Identity-Based Authorization Flow¶
How the Permissions Kernel (CONCEPT:OS-5.2) enforces role-based access across the OS layer:
sequenceDiagram
participant Agent as Specialist Agent
participant TG as tool_guard.py (AU)
participant PK as PermissionsKernel (AU)
participant SM as systems-manager MCP
participant EU as Eunomia (SM)
Agent->>TG: call tool("reboot_server")
TG->>PK: authorize_tool(identity, "reboot_server")
PK->>PK: Check role policy (specialist → denied)
PK-->>TG: DENY
TG-->>Agent: Blocked — insufficient privileges
Note over Agent: Admin-role agent can perform the operation
Agent->>SM: A2A request("reboot_server", admin_identity)

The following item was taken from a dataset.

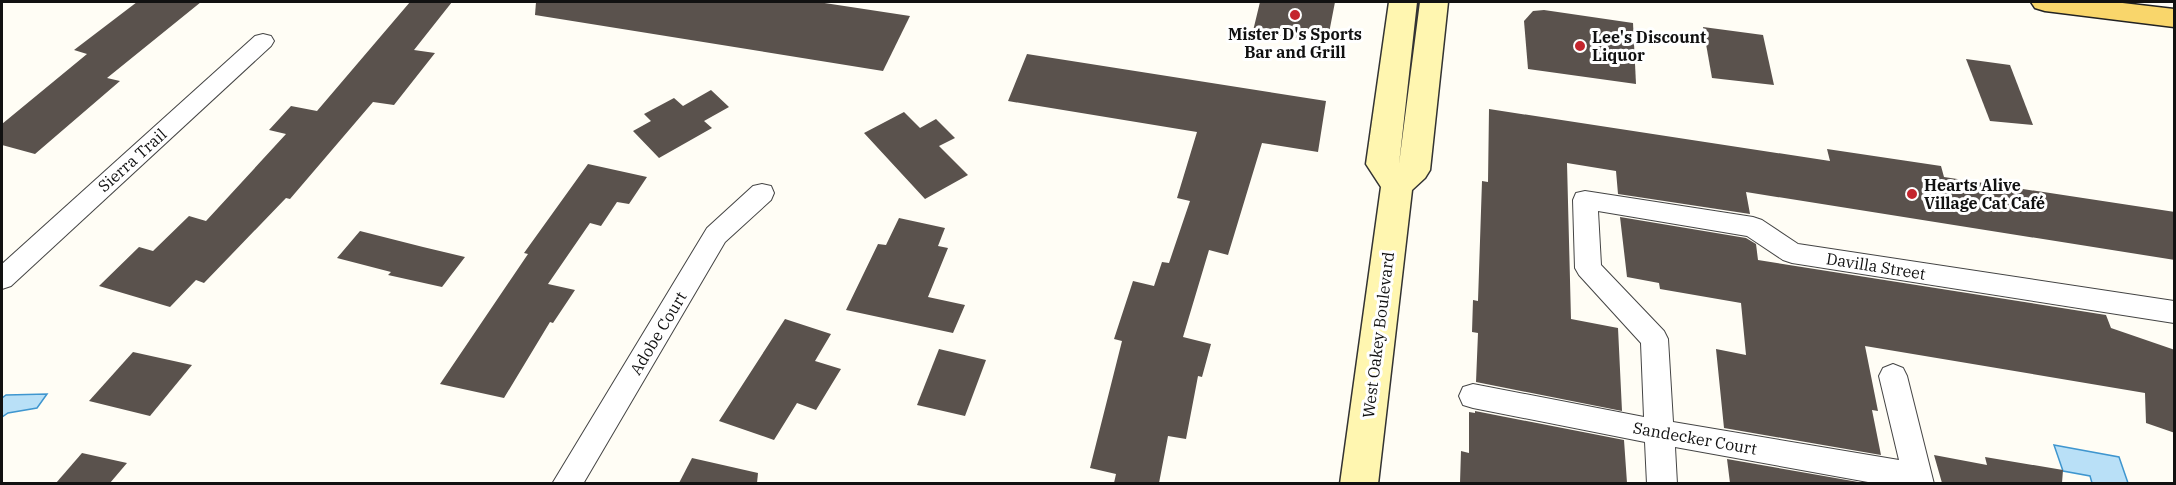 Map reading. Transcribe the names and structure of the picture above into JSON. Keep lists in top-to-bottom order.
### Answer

SM->>EU: Eunomia policy check (admin role)
EU-->>SM: ALLOW
SM->>SM: Execute reboot
SM-->>Agent: ResultDeny takes precedence over a generic wildcard allow. Only explicit non-wildcard allow patterns can override denials. See permissions-kernel.md for the full policy schema.
Default Catalog¶
The Agent Registry ships 37 packages out-of-the-box via default_catalog.py:
| Category | Count | Auto-installed? |
|---|---|---|
| OS Subsystems | 4 | ✅ Yes |
| OS Services | 2 | ❌ Available |
| Domain Specialists | 26 | ❌ Available |
| Community MCPs | 5 | ❌ Available |
OS subsystems are auto-installed on first AgentRegistry.__init__(). All others are placed in available/ for on-demand install via specialist_install.
Use reseed_defaults() to refresh the available catalog (like apt update).
Responsibility Matrix¶
| Capability | agent-utilities | systems-manager | container-manager-mcp | tunnel-manager | repository-manager |
|---|---|---|---|---|---|
| KG routing fabric | ✅ Owner | — | — | — | — |
| Scheduler logic (CONCEPT:OS-5.2) | ✅ Owner | — | — | — | — |
| Scheduler MCP tools | — | ✅ Owner | — | — | — |
| Identity/Policy logic (CONCEPT:OS-5.2) | ✅ Owner | — | — | — | — |
| Identity/Policy MCP tools | — | ✅ Owner | — | — | — |
| Registry logic + catalog (CONCEPT:OS-5.2) | ✅ Owner | — | — | — | — |
| Registry MCP tools | — | ✅ Owner | — | — | — |
| Container lifecycle | — | — | ✅ Owner | — | — |
| Compose/Swarm orchestration | — | — | ✅ Owner | — | — |
| Specialist container deploy | — | — | ✅ Owner | — | — |
| Infrastructure templates | ✅ Models | — | ✅ Executor | — | — |
| SSH remote operations | — | — | — | ✅ Owner | — |
| Host inventory (KG HostNodes) | ✅ Models | — | Consumer | ✅ Writer | — |
| File transfer | — | — | — | ✅ Owner | — |
| Git operations | — | — | — | — | ✅ Owner |
| Workspace management | — | — | — | — | ✅ Owner |
| Dependency graphs | — | — | — | — | ✅ Owner |
| Process/service/cron OS ops | — | ✅ Owner | — | — | — |
| Firewall/SSH/users | — | ✅ Owner | — | — | — |
| Eunomia RBAC enforcement | — | ✅ Both | ✅ Both | — | — |
Future Architecture Concepts¶
DevOps Integration (gitlab-api + github-agent)¶
The repository-manager handles git primitives. The gitlab-api and github-agent packages provide the platform layer — issues, merge requests, pipelines, code review. With codebases ingested into the KG, linking issues to code nodes (IssueNode --affects--> CodeNode) enables full traceability.
KG Extension Packs¶
Each MCP repo could ship a kg_extension/ module with domain ontology (OWL/Pydantic node types + relationships). When a specialist is installed via AgentRegistry.install(), the extension auto-hydrates the KG with domain-specific schema. Example: from servicenow_api.kg_extension import register_ontology.